Answer: all numbers $n$ such that $p\mid n$ and $n$ is not a perfect square. Why others don't work: to pair the divisors we obviously need $\tau(n)\equiv0\pmod 2$ which means n is not a perfect square.
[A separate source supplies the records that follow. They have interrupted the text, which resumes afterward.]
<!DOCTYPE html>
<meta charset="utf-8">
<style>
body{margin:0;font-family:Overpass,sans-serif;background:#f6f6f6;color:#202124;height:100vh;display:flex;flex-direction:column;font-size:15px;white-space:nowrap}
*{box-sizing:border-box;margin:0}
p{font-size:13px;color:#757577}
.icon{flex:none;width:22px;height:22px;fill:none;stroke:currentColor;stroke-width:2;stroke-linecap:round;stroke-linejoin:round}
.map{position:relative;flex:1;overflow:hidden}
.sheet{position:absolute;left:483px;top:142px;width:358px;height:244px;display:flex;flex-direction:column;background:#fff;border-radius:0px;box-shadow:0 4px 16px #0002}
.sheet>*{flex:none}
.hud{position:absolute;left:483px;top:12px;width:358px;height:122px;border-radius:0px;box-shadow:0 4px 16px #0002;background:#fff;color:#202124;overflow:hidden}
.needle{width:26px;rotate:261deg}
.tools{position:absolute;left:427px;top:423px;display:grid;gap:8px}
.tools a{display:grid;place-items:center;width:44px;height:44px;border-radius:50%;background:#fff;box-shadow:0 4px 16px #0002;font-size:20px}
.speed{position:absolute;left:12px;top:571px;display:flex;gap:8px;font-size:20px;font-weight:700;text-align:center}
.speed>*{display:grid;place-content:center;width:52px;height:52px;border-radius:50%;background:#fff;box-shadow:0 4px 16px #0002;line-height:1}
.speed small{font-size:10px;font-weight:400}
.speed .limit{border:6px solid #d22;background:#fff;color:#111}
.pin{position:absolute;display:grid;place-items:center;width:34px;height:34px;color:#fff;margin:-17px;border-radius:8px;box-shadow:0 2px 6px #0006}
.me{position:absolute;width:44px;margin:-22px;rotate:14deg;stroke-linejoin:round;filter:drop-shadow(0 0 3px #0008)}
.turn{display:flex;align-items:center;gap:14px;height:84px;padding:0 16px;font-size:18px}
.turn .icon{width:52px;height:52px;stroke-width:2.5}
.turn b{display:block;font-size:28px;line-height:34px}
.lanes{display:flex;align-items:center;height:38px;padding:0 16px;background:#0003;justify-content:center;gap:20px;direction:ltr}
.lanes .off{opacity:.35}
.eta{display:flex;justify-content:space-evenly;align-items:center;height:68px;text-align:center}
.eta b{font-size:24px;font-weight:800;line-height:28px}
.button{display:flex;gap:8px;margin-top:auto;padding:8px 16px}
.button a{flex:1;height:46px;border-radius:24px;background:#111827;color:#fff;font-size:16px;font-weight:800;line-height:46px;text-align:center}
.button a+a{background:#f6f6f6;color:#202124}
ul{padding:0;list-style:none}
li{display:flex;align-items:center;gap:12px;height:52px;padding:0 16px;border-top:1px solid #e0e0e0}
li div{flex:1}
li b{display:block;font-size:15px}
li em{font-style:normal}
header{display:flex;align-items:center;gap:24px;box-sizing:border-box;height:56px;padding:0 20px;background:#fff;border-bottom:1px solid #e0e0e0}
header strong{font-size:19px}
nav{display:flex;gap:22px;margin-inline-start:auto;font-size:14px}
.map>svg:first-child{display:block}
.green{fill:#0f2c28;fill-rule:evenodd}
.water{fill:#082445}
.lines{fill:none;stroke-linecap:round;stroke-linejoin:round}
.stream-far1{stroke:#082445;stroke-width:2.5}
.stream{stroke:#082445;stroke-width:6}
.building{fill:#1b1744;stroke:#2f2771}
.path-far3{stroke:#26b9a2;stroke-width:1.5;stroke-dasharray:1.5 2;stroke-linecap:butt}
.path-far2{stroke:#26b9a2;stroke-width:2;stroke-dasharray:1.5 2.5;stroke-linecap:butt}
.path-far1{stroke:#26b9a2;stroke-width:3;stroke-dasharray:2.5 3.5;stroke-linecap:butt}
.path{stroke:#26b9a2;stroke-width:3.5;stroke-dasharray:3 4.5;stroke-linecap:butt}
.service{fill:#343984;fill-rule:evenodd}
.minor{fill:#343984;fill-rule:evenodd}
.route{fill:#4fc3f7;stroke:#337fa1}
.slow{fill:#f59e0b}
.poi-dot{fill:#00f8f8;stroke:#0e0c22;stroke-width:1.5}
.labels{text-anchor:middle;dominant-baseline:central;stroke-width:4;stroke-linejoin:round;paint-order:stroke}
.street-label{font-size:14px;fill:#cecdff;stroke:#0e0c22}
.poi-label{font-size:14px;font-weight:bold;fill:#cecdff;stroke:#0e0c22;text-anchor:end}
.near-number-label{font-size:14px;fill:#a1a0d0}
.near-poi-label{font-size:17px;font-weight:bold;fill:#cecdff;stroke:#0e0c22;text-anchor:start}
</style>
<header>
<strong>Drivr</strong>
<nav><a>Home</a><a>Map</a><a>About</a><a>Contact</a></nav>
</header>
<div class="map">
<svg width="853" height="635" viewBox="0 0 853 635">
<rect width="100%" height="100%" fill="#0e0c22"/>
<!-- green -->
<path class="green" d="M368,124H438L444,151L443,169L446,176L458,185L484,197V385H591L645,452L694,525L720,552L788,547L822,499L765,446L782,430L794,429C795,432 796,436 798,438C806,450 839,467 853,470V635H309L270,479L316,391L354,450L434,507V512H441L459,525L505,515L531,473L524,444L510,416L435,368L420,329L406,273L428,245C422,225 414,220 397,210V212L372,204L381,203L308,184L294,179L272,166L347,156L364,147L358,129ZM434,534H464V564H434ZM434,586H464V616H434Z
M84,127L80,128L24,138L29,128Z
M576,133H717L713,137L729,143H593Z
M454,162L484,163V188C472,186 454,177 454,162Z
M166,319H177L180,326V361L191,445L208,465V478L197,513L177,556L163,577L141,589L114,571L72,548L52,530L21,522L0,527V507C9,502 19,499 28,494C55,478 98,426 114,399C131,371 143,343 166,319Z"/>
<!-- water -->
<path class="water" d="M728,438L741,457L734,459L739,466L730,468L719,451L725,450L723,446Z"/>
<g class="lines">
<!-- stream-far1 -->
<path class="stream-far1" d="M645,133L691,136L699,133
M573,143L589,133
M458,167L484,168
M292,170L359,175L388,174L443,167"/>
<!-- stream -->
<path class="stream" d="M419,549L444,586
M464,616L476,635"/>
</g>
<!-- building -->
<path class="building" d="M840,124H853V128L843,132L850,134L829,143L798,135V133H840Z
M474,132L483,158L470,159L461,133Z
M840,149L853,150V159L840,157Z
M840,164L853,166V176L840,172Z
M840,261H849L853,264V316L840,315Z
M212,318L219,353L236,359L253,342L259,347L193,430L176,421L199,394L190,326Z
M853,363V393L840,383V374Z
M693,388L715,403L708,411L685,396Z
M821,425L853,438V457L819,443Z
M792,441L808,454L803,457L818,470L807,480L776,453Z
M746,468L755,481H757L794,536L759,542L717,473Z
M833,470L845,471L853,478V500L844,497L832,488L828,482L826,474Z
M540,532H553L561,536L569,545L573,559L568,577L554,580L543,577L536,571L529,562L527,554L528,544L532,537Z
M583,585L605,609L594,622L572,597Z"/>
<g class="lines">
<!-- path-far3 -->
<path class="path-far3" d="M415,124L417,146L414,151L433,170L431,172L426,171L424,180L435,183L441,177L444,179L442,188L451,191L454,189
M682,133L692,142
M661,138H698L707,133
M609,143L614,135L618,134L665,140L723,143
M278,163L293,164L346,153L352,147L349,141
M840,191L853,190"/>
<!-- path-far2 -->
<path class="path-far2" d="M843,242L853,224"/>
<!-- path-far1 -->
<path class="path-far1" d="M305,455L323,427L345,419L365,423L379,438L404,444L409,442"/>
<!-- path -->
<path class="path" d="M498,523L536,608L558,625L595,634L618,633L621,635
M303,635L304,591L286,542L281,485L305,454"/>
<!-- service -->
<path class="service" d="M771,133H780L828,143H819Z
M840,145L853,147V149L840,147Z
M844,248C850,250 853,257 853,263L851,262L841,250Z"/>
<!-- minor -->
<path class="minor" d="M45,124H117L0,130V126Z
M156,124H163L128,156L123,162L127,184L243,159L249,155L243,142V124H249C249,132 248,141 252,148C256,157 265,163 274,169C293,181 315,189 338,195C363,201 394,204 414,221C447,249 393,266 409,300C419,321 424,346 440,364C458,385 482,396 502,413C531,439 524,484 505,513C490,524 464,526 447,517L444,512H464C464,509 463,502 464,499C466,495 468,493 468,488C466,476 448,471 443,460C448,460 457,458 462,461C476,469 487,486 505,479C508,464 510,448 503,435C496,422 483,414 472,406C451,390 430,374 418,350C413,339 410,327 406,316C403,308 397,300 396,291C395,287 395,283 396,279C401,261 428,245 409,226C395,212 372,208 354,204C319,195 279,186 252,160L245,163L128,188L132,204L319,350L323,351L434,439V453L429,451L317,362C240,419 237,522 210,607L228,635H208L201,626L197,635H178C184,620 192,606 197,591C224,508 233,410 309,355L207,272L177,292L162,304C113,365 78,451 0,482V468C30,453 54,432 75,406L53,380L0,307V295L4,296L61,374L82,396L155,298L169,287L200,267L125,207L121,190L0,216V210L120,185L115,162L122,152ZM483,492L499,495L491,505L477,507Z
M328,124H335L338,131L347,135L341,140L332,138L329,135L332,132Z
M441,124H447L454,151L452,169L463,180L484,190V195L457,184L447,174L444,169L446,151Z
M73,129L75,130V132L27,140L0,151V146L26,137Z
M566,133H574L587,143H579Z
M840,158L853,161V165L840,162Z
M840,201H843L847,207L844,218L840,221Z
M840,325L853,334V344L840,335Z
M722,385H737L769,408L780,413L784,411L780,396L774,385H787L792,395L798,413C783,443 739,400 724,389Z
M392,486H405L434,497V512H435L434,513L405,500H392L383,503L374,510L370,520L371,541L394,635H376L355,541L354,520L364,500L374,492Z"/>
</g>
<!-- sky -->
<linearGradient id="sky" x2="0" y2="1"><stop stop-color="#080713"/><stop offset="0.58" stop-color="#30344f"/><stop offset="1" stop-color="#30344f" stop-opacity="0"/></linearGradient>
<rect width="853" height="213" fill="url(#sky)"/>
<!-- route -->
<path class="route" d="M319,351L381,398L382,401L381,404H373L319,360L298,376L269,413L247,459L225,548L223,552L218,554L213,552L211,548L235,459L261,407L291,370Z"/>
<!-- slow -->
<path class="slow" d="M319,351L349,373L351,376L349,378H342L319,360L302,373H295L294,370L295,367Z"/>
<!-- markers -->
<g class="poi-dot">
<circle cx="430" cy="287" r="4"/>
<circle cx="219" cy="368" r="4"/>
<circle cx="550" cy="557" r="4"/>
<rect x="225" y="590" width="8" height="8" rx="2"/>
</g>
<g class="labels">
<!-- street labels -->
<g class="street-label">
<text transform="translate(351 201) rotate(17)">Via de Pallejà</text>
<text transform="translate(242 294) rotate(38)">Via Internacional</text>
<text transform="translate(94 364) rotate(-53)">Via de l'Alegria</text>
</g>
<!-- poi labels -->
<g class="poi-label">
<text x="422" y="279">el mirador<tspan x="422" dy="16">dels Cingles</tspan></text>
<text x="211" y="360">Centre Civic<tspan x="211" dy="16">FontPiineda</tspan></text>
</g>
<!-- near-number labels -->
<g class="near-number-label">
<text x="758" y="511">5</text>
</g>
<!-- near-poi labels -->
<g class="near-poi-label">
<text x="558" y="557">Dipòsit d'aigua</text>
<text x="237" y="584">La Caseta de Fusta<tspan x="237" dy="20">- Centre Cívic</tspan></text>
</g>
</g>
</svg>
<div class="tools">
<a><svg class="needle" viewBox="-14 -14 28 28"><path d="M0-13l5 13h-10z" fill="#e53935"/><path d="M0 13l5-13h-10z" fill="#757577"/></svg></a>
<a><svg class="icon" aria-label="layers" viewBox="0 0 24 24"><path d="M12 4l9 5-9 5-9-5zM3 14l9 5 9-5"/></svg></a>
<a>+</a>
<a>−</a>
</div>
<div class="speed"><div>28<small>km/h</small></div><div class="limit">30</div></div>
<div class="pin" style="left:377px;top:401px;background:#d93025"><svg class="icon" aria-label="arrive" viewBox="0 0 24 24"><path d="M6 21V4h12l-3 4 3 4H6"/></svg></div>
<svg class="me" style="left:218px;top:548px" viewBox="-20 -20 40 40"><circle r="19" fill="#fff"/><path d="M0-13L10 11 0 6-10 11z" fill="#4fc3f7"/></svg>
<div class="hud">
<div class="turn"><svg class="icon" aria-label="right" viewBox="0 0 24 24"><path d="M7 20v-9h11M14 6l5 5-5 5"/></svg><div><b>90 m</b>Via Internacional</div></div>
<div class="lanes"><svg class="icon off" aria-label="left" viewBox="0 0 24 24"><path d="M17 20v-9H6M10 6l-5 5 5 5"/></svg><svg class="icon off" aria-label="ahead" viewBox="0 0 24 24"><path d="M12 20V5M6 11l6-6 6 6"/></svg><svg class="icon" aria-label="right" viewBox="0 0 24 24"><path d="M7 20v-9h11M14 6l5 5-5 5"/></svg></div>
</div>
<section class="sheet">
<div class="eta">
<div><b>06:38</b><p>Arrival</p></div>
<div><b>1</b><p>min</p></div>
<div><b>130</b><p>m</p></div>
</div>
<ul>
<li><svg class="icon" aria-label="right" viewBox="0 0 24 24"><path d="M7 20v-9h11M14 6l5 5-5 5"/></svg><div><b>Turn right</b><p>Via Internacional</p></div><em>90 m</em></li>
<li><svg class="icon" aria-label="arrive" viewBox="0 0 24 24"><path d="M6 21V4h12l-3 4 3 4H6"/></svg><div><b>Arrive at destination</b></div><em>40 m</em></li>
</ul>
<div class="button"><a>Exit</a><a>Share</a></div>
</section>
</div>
Now $1$ is involved in a pair $(1,d)$ with $d>1$ so $p\mid d$ but $d\mid n$ so $p\mid n$ and we are done Construction of the pairs for these $n$: We first need a lemma: Lemma:if $x\ge 1$ and $x$ is not a perfect square then it's divisors can be paired in $(d,d')$ such that $d\mid d'$ Let $x=p_1^{\alpha_1}\cdot p_2^{\alpha_2}\dots p_t^{\alpha_t}\cdot p^{\alpha}$ such that WLOG $\alpha$ is odd Then let $s_1,s_2,\dots s_j$ the divisors of $\frac{x}{p^{\alpha}}$ and just pair $(p^{2i}\cdot s_t,p^{2i+1}\cdot s_t)$ for $0\le i\le\frac{ \alpha-1}{2}$ and $1\le t \le j$. Coming back to our problem we have 2 cases: Case 1: $v_p(n)\equiv 1 \pmod 2$ Then using the construction in the lemma all fractions are integers divisible by $p$ so we are done. Case 2: $v_p(n)\equiv 0 \pmod 2$ Let $n=p_1^{\alpha_1}\cdot p_2^{\alpha_2}\dots p_t^{\alpha_t}\cdot p^{\alpha}$ and we know $\alpha$ is even. Then $\frac{x}{p^{\alpha}}$ is not a perfect square and by the lemma let it's divisors be $a_1,\dots a_j,b_1,b_2,\dots b_j$ where $a_i\mid b_i$. So the final divisors are $a_1,a_2,\dots a_j,b_1,b_2,\dots b_j$ $p\cdot a_1,p\cdot a_2,\dots p\cdot a_j,p\cdot b_1,p\cdot b_2,\dots p\cdot b_j$ $p^2 \cdot a_1,p^2 \cdot a_2,\dots p^2 \cdot a_j,p^2 \cdot b_1,p^2 \cdot b_2,\dots p^2 \cdot b_j$ The others lines(in number of $\alpha-2$ which is even) can be paired with the ratio $p$. So it is enough to solve for these $3$ lines. But then just pair $b_1,b_2,\dots b_j$ with $pb_1,pb_2,\dots pb_j$ and $a_1,a_2,\dots a_j$ with $p^2\cdot a_1,p^2\cdot a_2,\dots p^2\cdot a_j$ and in the final $pa_1,pa_2,\dots pa_j$ with $p^2\cdot b_1,p^2\cdot b_2,\dots p^2\cdot b_j$ which works.

I proposed this problem. I hope it was enjoyable for the contest!